Help Yourself by Helping Others

Birds of a feather flock together – I want to be surrounded by compassionate people

I like to do things for other people. It makes me feel good. Even if they don’t appreciate my offer to help, I still love the feeling I get from just being there if they need a hand.

Helping others and being a pleasant person is my personal addiction.

It wasn’t always this way. I used to think pretty much about myself only, determined to protect what I had and to get more of everything I wanted.

What a pity I didn’t realize sooner how empty of a life that can be.

There isn’t enough stuff in the world for me to get that will ever replace the joy of making someone else’s path in life a little easier. It’s not even the big things that matter; being courteous and thoughtful and considerate is more than enough.

Maybe it’s just where I live, but these traits don’t seem to be all that common anymore.

But I’m here to help change that, one kind deed at a time.

I like feeling happy. Helping others is the quickest shortcut I have discovered to access that feeling.

Even watching others extend random acts of kindness makes me happy. As I was writing this, a lady came into the coffeeshop I am in and gave the employees a gift. She said it was for the excellent service they provide and how they make the experience of coming here a real treat. She was so genuine that it made me as happy as the employees were.

If I owned a company, I would pray that my employees had this effect on my customers. It also inspired me to take the time to really let others know when they are making a difference in the jobs they do.

Best thing is that it never has to cost a dime. Unless you want to help out by sharing a bit of money or buying a gift, it isn’t necessary. Looking around and actually seeing how those around you are doing is the first step.

Then offer to give something, whether it is a hand to help carry something, a seat on the subway, or just a kind smile. That is all it takes to make someone’s day a little brighter.
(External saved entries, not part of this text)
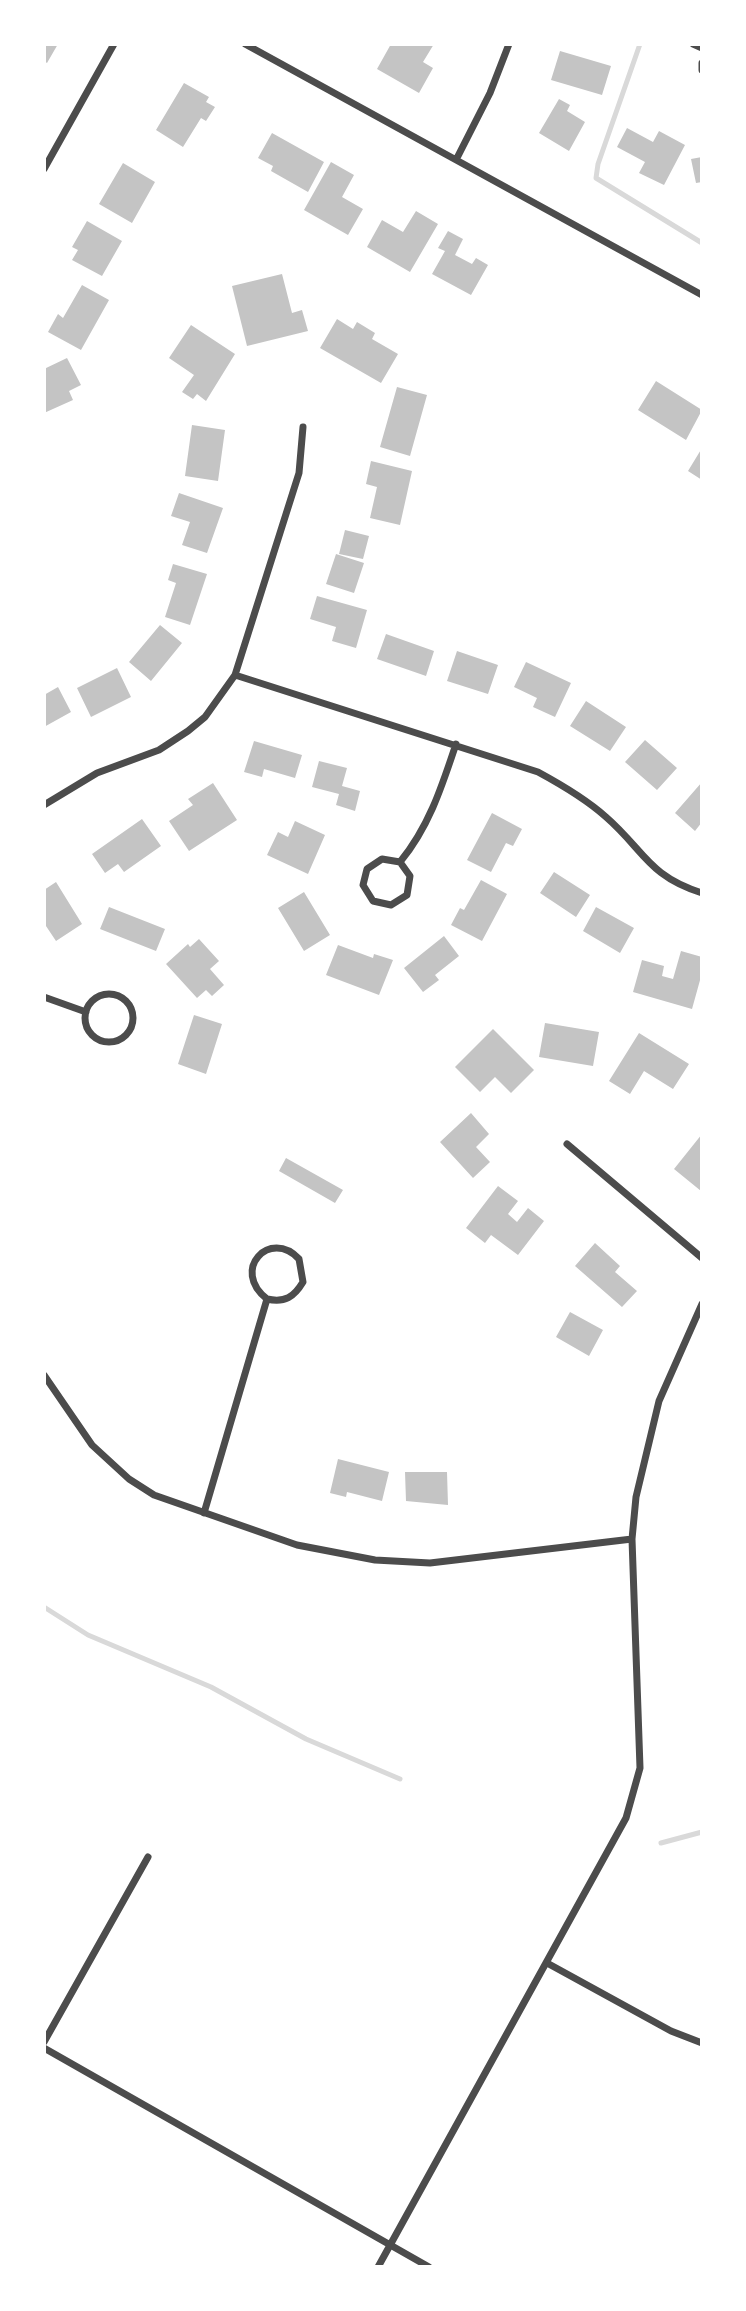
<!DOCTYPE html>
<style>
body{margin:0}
#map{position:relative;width:746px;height:2311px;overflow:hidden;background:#fff;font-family:"Fira Sans",sans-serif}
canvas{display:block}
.frame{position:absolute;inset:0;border:46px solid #fff;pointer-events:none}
</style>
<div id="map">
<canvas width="746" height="2311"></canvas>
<div class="frame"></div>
</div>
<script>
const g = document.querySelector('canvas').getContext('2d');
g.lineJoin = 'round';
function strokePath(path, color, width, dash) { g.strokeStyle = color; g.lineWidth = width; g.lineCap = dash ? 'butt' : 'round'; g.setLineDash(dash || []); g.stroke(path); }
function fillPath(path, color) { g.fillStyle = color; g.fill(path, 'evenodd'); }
const stream = new Path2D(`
 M640,44L598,164L596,178L702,243
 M44,1607L88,1635L211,1687L306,1739L400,1779
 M661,1843L702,1832`);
const building = new Path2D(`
 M44,44H58L47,63L44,61Z
 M391,44H434L423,62L433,68L419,93L377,69Z
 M560,51L611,66L602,95L551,80Z
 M184,83L209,97L206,102L215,107L206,121L201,118L183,147L156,130Z
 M559,99L570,105L567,111L585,122L569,151L539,133Z
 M627,128L653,142L659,131L685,145L664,185L639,173L645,162L617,147Z
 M272,133L324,162L308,192L271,171L273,166L258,158Z
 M702,157V182L696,183L691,159Z
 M331,162L354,175L342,197L363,209L348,235L304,210Z
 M123,163L155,182L132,223L99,204Z
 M416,211L438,224L410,272L367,247L382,220L403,232Z
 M87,221L122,241L102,276L72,260L78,250L72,247Z
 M448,231L463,239L455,255L472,264L476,258L488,265L471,295L432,274L445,251L438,248Z
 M282,274L292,313L302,310L308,331L247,346L232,286Z
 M82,285L109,300L81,350L48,332L58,314L63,318Z
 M337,319L353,329L357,322L375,333L372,339L398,354L381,383L320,348Z
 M191,325L235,354L206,401L197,394L193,399L182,392L194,375L169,358Z
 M67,358L81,385L69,391L73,400L44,413V369Z
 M656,381L702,410L686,440L638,410Z
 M397,387L427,395L410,456L380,447Z
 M192,425L225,430L218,481L185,476Z
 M702,448V480L688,471Z
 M371,461L412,471L400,525L370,518L377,487L366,484Z
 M179,493L223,508L207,553L182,545L190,522L171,516Z
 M345,530L369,536L363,559L339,554Z
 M336,554L364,563L354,593L326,584Z
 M173,564L207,574L190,625L165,617L176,583L168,580Z
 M317,596L367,610L356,648L332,641L336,627L310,619Z
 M160,625L182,643L151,681L129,662Z
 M386,634L434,651L426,676L377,659Z
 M457,651L498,665L488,694L447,681Z
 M526,662L571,683L555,717L533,707L537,698L514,687Z
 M117,668L131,697L91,717L77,688Z
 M58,687L71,712L44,727V695Z
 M586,701L626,727L610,751L570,726Z
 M645,740L677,768L657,790L625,762Z
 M254,741L302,755L295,778L264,769L262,777L244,772Z
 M319,761L347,768L342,786L360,791L355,811L336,805L339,794L312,787Z
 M702,782V822L695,831L675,813Z
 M213,783L237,820L189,851L169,821L193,805L188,799Z
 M492,813L522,829L513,846L506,843L491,872L467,860Z
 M142,819L161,846L124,872L118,864L105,873L92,854Z
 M295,821L325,835L308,874L267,855L278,832L288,837Z
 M554,872L590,895L576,917L540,893Z
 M481,880L507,894L482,941L451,925L460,908L464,910Z
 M56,882L82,924L56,941L44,923V890Z
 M304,892L330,935L304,951L278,908Z
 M109,907L165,929L156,951L100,929Z
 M596,907L634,928L620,953L583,931Z
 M444,936L459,956L435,975L439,980L423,992L404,968Z
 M199,939L219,961L210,969L224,985L212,996L206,990L197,998L166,964L188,944L190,947Z
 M338,945L373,958L374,954L393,960L379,995L326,975Z
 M681,951L702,957V973L692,1009L633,992L642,960L664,966L662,976L673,979Z
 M194,1015L222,1024L206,1074L178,1064Z
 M545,1023L599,1032L593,1066L539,1057Z
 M493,1029L534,1070L511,1093L495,1077L480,1092L455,1067Z
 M639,1033L689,1064L673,1089L644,1071L630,1094L609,1081Z
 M471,1113L489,1134L476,1147L490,1162L473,1178L440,1142Z
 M702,1134V1189L701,1191L674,1169Z
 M286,1158L343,1190L335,1203L279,1171Z
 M498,1186L518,1201L508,1214L517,1222L528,1208L544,1221L518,1255L491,1235L485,1243L466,1228Z
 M595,1243L620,1266L615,1272L637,1291L622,1307L575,1266Z
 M570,1312L603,1330L589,1356L556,1337Z
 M338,1459L389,1472L382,1501L347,1492L346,1497L330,1493Z
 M405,1472H447L448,1505L406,1501Z`);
const minor = new Path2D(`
 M245,44L702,295
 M693,44L702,48
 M702,70V63
 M457,158L490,93L509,44
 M44,169L114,44
 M235,675L538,772C562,785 586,799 606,817C644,850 648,876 702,893
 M44,805L97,773L159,750L188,731L205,717L235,675L299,473L303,427
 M400,862L410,876L407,895L391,905L373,901L363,885L367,869L382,859L400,862C429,827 442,786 456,744
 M85 1018a24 24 0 1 1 48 0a24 24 0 1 1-48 0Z
 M44,997L86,1012
 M567,1144L702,1258
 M44,1375L92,1445L129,1479L154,1495L297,1545L375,1560L430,1563L632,1539
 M204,1513L267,1299C230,1270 270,1228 299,1259L303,1282C294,1297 285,1303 267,1299
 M547,1963L671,2031L702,2043
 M44,2042L148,1857
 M44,2048L429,2267
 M378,2267L626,1818L640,1768L632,1539L636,1497L659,1401L702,1304`);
strokePath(stream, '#d9d9d9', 5);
fillPath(building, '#c4c4c4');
strokePath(minor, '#4c4c4c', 7);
</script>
Being happy is contagious. After a while, when you make happiness your default emotion, you will notice little things like how much people brighten up in your presence. It’s nice to be a source of joy instead of another dark cloud polluting the space of all it rolls past.

Even in a room full of dark clouds you can maintain your own energy signature of joy and be in a position to help alter the mood of others at the same time.

I can’t be miserable enough to make you happy. You can’t be miserable enough to make me unhappy. It works both ways.

Why do we choose to indulge in feelings that don’t bring us a sense of peace and joy?

Affixing your emotions to the environment around you and needing it to be a certain way for you to find happiness seems like an immense waste of time. Nothing positive is accomplished in this way.

Don’t get to your deathbed before you realize that everything you always wanted was inside of you the whole time, and you just didn’t realize it.

It’s not the stuff, or the house, or the money that makes you happy. The emotions attached to these different things is what you are after. It always has been and it always will be.

Tell someone who is suffering from debilitating pain that they can choose between a million dollars in the bank or complete health. Probably not that tough of a decision to make. What would you do?

How about having the most handsome or beautiful wife or husband in the world, but you have nothing in common and actually don’t even like each other? Are looks really that important? Wouldn’t you rather be alone and happy than with someone else and miserable?

For me that isn’t even a question. But I like who I am so spending lots of time with just me is pleasant and not distasteful.

Are you such that you can’t even stomach being alone with you?

When I leave a room, I want people to be sad that I left. I prefer that over them being sad that I entered. It isn’t about worrying what others think, it’s about the quality of the energy that gets sent in your direction. When people don’t like you, it’s noticeable.

I guess before you can truly help others it’s important that you help yourself. Work through your stuff. Find out what actually matters to you and then conduct yourself accordingly. 

And remember, if you like yourself and really want to help others, then those around you will like you too.